Alvarez played entrepreneur throughout his early teens — “Until my mother discovered [my business] and she didn’t want more hair in the back yard.”
He had to give up the neighborhood practice, but by then he was able to find work in a salon in Ponce, where he learned more about the trade—enough to come to New York in 1980 to compete in a global hair-styling competition. The competition invites stylists from all over the world to take part in events like, “classic updo” and “ladies’ nighttime style.” Alvarez took a gold medal, and that was enough to catch the eye of Paula Moynahan, a plastic surgeon with her own spa in New York’s Fifth Avenue.
Alvarez said she contacted him about working for her, even paid for some styling and coloring classes.
So when Moynahan opened up The Paula Moynahan M.D. Medi/Spa at 18 Haynes Street in Hartford, Alvarez came too, working as senior hairstylist for 15 years there.
But when Moynahan announced plans to close up the Hartford location, Alvarez didn’t want to leave the city.
“I’d bought my condominium in Hartford, and this is home to me,” he said. Instead, he worked at Bella Domani Hair by Israel & Co. at 99 Pratt Street, and eventually broke off into his own shop in December.

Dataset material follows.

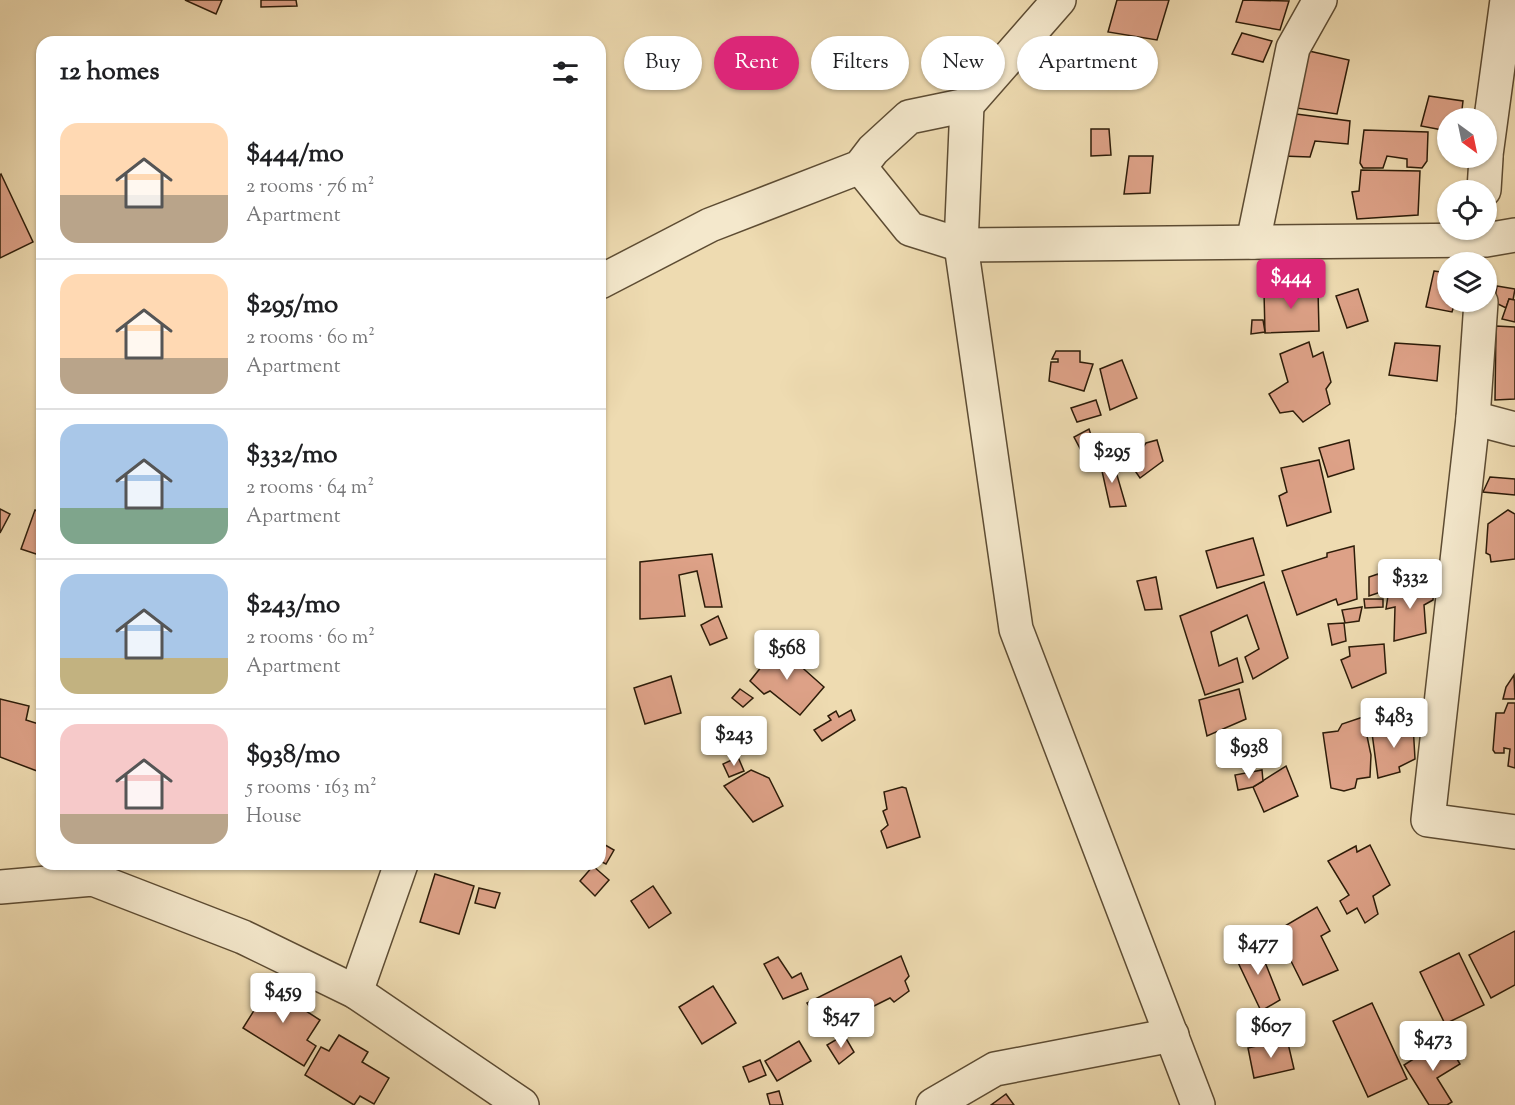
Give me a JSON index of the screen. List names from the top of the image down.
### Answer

“This is my solo dream,” he said, motioning to his new studio in the Essex Building on 15 Lewis Street. Alvarez wanted the freedom that comes with owning his own business, but he carries an established reputation into the new venture.
Throughout his career, Alvarez has cut the hair of prominent Hartford players such as restaurateurs Richard Rosenthal and Steve Abrams, as well as celebrities such as Bette Midler, Neil Diamond and Ray Charles during their Hartford stops.
He handles work for the Hartford Stage and The Bushnell – “When the stars come to the city, they call me.”
Alvarez said cutting hair has always been more than just a paycheck to him.
“It’s not a job, it’s a passion,” he said.